In fact, as Soto Class is aware—and perhaps the Commission is a response—last October, Governor Ricardo Rosselló announced the creation though executive order of the Central Recovery and Reconstruction Office of Puerto Rico (CRRO). As the El Nuevo Dia reports, this entity with “extraordinary powers…will be responsible for planning, administering, processing, and overseeing all the work of reconstruction paid with state or federal funds after the catastrophe caused by Hurricane Maria in Puerto Rico.”
The new agency will be under the Puerto Rico Public-Private Partnership Authority, which doesn’t bode well, considering the governor’s propensity for privatization. The new agency has “the ability to approve or repeal regulations, audit policies, and establish its own governmental ethics process.” It will also have power over initiatives at the municipal level, “most of which are under the control of mayors [who are] members of [the] opposition Popular Democratic Party.”
The government asserts that this new agency will ensure efficient use of funds, but retired Public Administration professor Mario Negrón-Portillo points out that the creation of yet another agency, rather than the use of existing ones, “is precisely an inefficiency, especially at a time when government revenues are scarce due to the weakened Puerto Rican economy paralyzed by the destruction of the hurricane.”
Negrón-Portillo suspects that the agency was in fact created to avoid transparency and accountability to the people of Puerto Rico. In contrast, Soto Class says, “We worked hard to have a process that is as open as possible.” He is hopeful, however, “that the government does something similar, and if they don’t, that they take our recommendations.”
The Center for a New Economy is perhaps the only nonpartisan organization in Puerto Rico working on economic development and policy. It has been able to carve out this position by not taking any money from the government over its 20 years. Soto Class is also one of the authors of The Economy of Puerto Rico, in which economists from Puerto Rico and the US mainland assess the island’s past economic policies and propose new growth initiates to address its current economic crisis. Central to the book’s recommendations and Soto Class’s approach is a commitment to equity.
But given the faltering democratic process in Puerto Rico and its internal class and political divisions, which compounds its colonial status, Puerto Rico’s challenges are not necessarily the result of a lack of good ideas or skilled people.

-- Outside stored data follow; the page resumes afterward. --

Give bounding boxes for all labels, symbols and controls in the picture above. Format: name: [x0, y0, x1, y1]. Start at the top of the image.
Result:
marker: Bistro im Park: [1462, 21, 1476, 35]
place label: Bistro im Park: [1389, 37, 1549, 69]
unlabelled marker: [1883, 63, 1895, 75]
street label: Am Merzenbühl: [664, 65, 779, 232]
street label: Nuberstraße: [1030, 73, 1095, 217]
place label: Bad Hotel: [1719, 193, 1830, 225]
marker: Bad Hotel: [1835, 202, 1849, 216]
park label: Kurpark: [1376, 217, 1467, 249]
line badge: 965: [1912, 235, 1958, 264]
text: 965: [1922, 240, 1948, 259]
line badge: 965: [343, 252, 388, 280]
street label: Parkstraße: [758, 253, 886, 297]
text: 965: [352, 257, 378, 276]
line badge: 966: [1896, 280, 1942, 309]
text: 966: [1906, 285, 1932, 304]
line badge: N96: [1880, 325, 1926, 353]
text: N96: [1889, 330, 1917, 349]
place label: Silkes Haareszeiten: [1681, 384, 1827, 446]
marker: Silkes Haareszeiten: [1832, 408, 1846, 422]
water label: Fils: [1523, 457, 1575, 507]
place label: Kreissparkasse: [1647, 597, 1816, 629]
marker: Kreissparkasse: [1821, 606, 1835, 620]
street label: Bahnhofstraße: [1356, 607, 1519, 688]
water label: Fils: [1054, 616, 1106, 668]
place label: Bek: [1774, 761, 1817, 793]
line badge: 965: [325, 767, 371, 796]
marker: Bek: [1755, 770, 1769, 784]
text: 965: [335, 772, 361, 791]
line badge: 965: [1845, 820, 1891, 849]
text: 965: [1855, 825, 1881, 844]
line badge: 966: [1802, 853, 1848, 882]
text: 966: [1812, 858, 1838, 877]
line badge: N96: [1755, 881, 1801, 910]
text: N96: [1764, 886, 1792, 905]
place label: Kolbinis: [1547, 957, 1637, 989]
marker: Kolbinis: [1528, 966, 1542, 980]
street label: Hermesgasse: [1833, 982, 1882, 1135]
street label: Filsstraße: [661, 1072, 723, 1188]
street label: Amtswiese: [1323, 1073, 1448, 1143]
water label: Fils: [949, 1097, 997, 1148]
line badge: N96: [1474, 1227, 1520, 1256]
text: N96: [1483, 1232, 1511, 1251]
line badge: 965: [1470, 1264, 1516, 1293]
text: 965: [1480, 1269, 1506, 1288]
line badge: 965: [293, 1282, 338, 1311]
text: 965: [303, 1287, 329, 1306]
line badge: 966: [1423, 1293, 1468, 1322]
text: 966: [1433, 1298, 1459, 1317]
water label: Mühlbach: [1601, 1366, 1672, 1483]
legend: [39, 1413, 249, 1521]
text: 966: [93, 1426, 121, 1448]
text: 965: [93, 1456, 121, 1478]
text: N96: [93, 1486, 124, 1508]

The Resilient Puerto Rico Advisory Commission has its work cut out for it, and it would do well to consider the development of partnerships with Puerto Rico’s nonprofit sector in any second phase. Although nonprofit leaders are included as representatives of one of the three sectors, they have most often been the leaders of the recovery effort, engaging with and coordinating the other two sectors. And while Soto Class may hold the stake for equity, in this friendly power struggle, equity will be just one of many considerations, rather than a core principle (the way the Building Equity & Alignment Initiative did, as NPQ covered). Further, it appears that the more grassroots or community-based the nonprofit is, the more effective it is at engaging its participants as co-creators and leaders in their own right, not just service recipients.
Puerto Rico needs desperately to balance the rebuilding of its country and economy with a gathering and strengthening of grassroots political power. It’s clear that the federal government is not going to make things any easier. For example, just last December, after decades as a tax haven for US companies, which contributed greatly to its current economic crisis, the new GOP tax bill treats Puerto Rico as a foreign country when it comes to taxes. But tapping into the capacities and political power of local communities in Puerto Rico is not only necessary to counter the US government’s strangling efforts, but to build a regime at home that can truly be an effective representative of the Puerto Rican people.